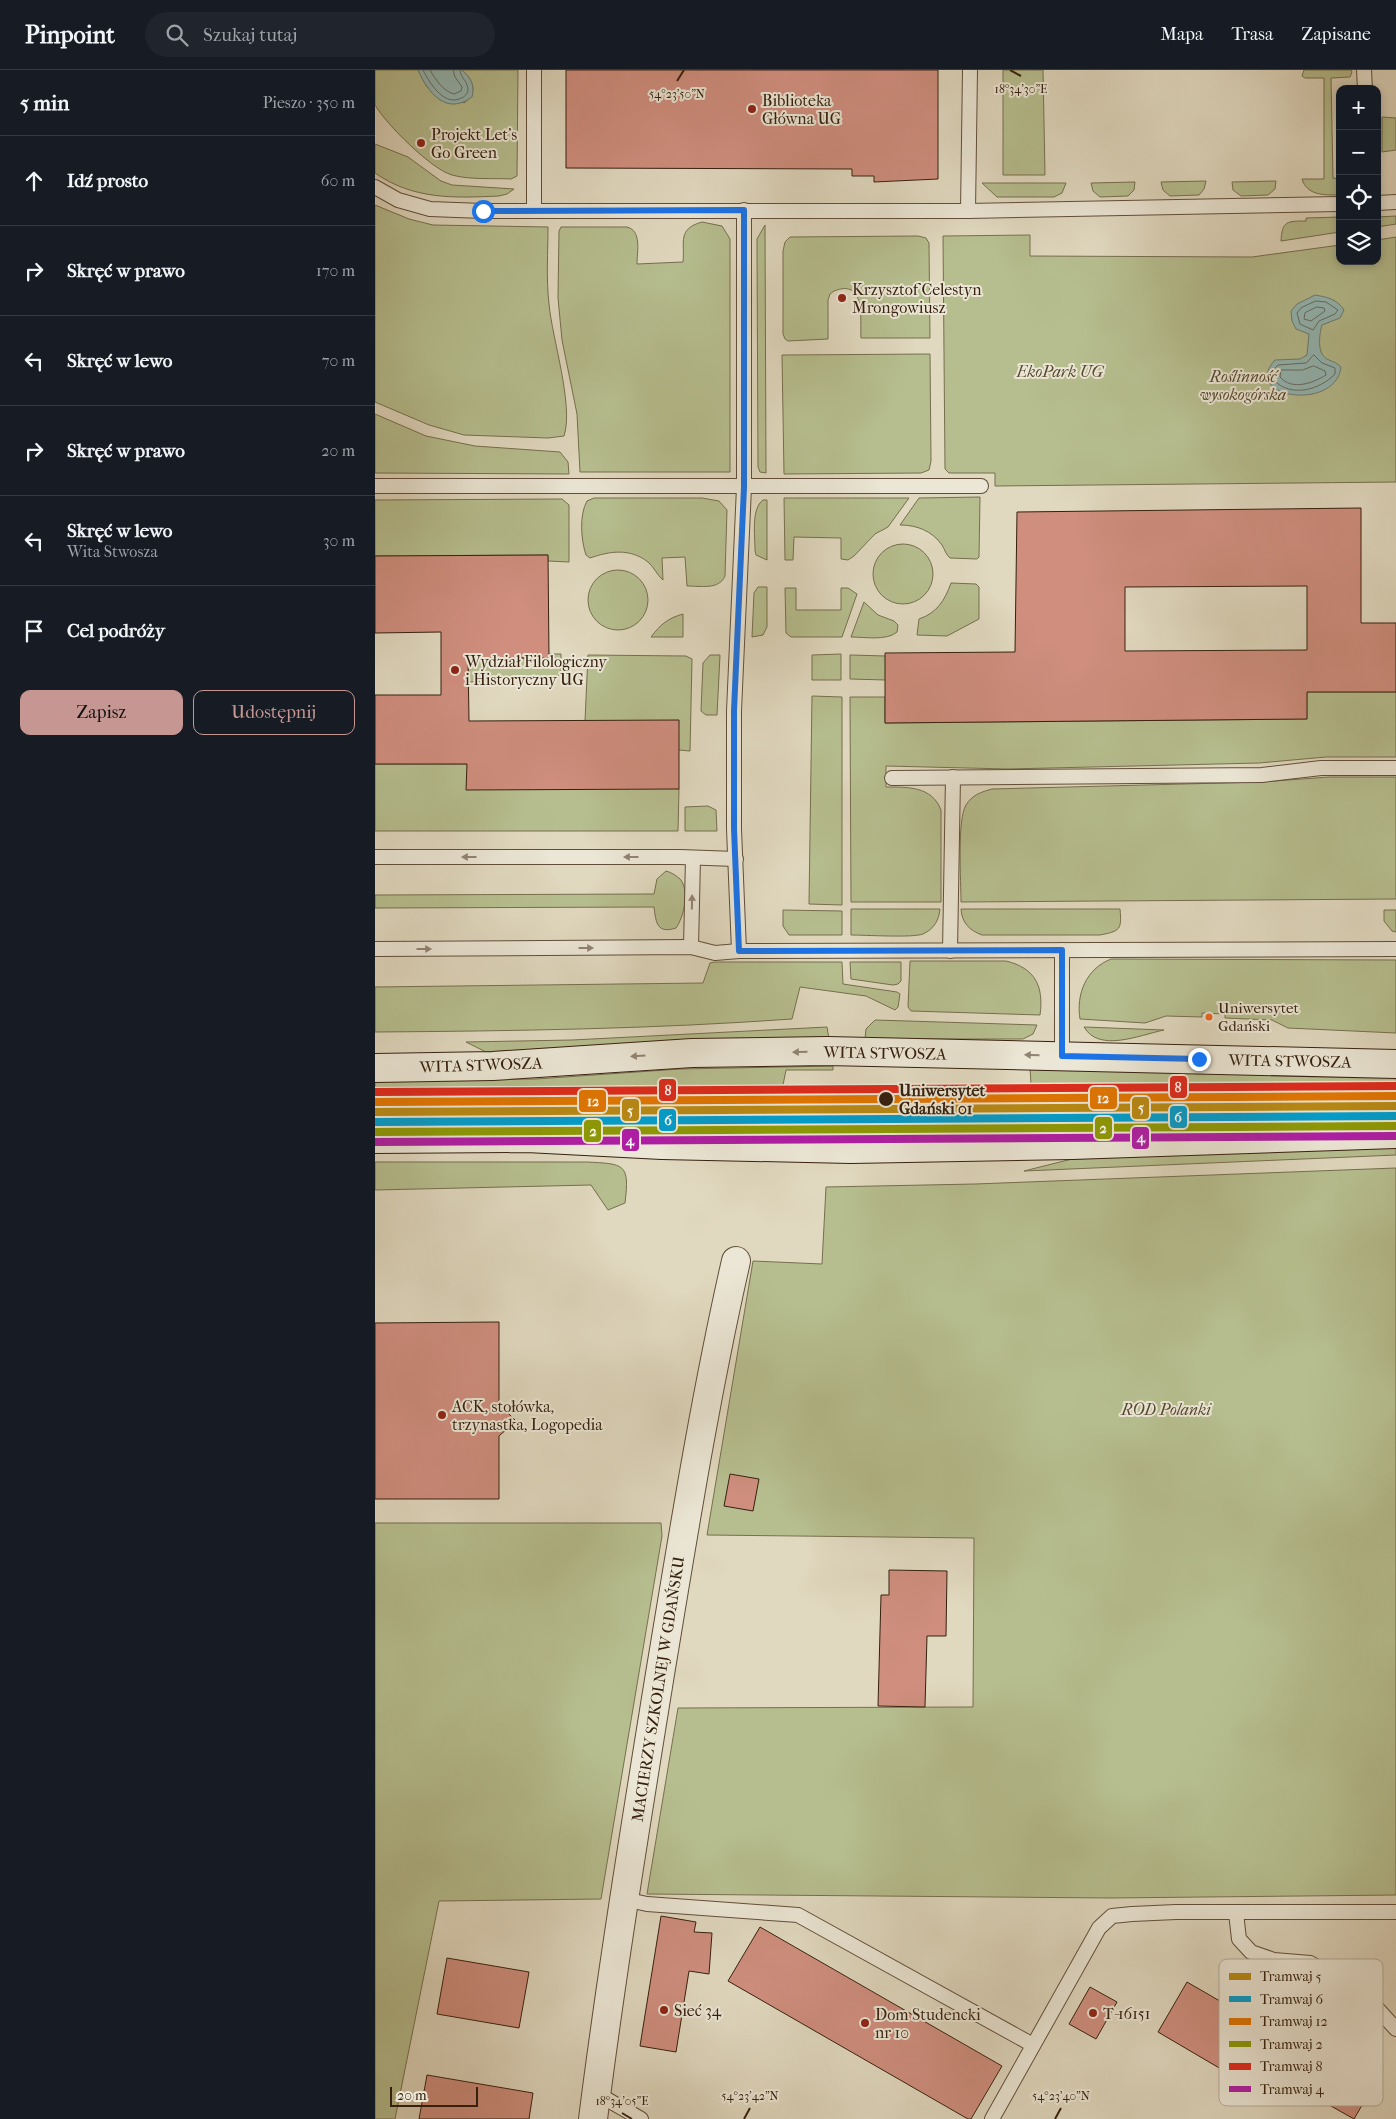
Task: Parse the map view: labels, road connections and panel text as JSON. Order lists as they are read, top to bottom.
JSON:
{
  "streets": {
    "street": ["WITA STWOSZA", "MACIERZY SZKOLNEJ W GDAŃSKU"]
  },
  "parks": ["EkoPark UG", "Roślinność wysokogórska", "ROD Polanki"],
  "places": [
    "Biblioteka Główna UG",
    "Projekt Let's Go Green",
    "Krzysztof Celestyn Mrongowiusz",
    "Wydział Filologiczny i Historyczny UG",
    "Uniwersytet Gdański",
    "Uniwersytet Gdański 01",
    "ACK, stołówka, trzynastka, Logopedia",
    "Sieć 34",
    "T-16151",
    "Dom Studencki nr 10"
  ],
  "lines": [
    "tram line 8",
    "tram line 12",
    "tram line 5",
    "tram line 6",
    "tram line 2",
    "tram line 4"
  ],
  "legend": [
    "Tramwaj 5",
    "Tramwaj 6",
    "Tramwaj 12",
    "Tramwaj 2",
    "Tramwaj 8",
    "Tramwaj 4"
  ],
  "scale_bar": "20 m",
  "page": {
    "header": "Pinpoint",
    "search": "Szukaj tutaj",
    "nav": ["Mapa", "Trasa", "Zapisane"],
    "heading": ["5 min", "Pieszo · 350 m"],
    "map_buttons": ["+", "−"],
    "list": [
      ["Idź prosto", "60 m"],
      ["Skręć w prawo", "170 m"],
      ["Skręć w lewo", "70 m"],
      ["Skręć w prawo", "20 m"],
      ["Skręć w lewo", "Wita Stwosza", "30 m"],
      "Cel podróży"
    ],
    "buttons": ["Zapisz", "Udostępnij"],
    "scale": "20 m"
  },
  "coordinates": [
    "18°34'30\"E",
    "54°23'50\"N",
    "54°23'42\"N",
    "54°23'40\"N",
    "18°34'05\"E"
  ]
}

*****

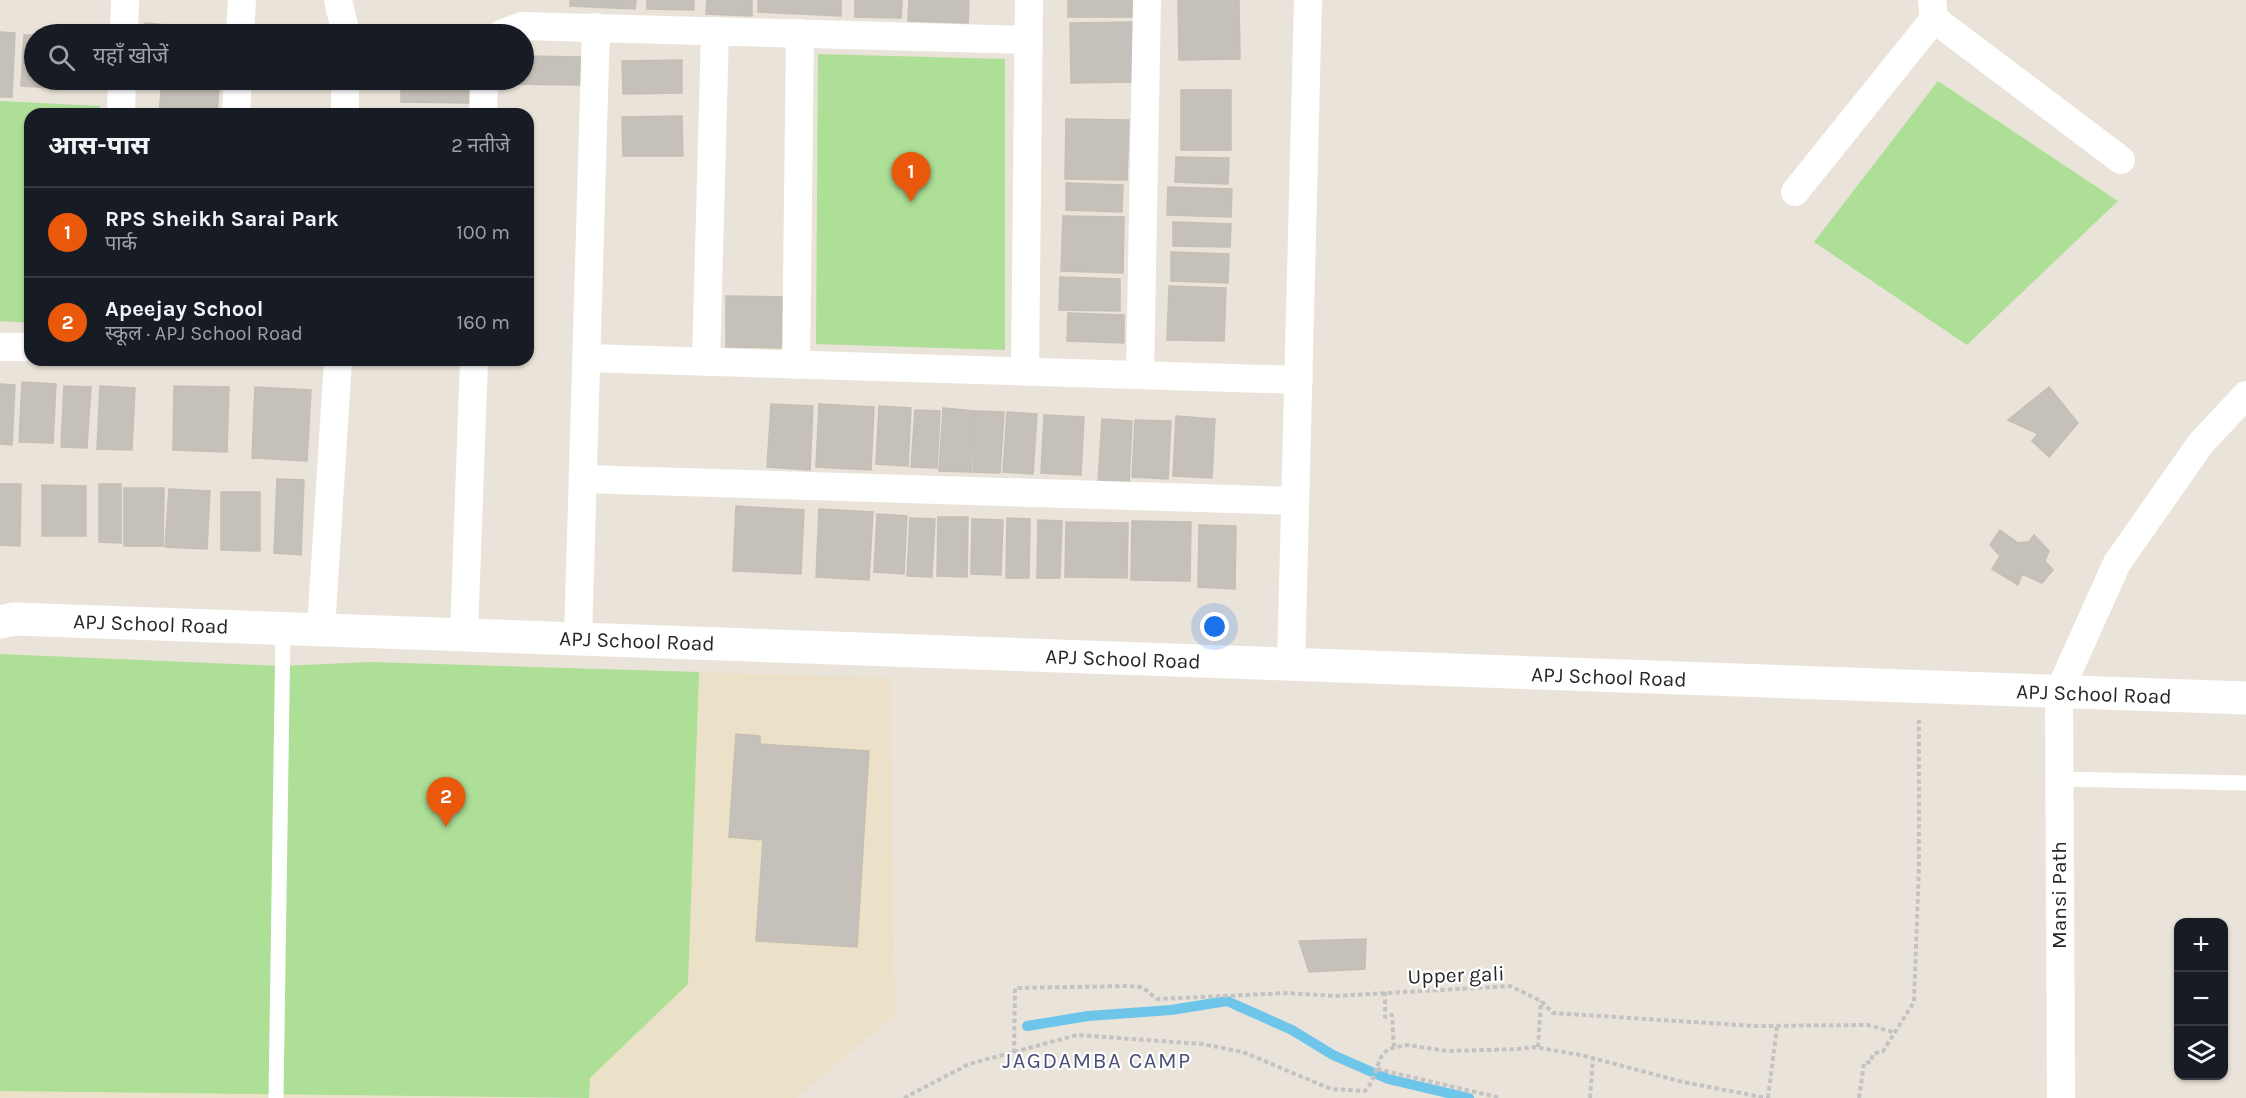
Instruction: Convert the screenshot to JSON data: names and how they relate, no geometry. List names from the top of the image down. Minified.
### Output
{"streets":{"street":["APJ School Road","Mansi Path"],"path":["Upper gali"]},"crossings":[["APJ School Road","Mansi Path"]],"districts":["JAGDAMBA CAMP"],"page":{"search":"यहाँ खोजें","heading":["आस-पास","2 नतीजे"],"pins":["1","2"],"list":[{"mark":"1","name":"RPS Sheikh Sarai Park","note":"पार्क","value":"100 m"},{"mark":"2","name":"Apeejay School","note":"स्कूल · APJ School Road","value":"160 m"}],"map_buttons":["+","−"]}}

*****

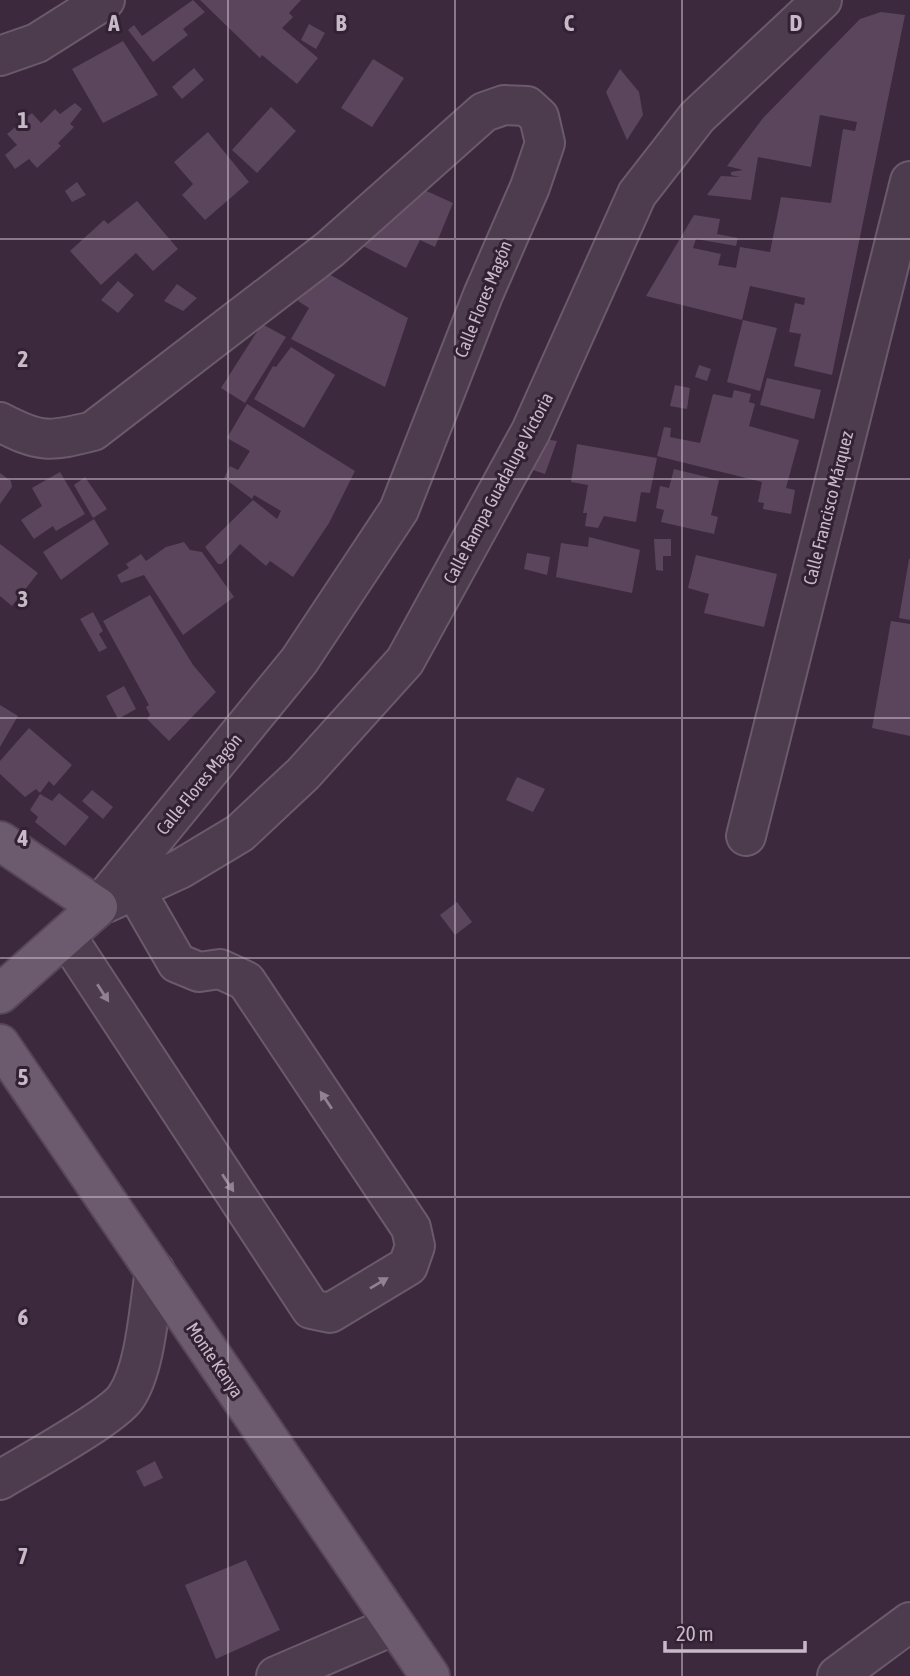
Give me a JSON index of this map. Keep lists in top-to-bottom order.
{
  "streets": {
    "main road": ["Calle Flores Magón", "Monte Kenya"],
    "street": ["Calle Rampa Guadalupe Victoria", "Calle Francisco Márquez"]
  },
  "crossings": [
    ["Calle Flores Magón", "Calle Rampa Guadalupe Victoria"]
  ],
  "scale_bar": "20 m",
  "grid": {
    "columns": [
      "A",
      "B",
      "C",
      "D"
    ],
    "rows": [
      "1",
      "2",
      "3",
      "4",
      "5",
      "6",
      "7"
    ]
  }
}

*****

▸ **Assigned task**:
Please copy out each line in the entries that mentions the string "they".

▸ **Solved exercise**:
Task: Parse the map view: labels, road connections and panel text as JSON. Order lists as they are read, top to bottom.
Instruction: Convert the screenshot to JSON data: names and how they relate, no geometry. List names from the top of the image down. Minified.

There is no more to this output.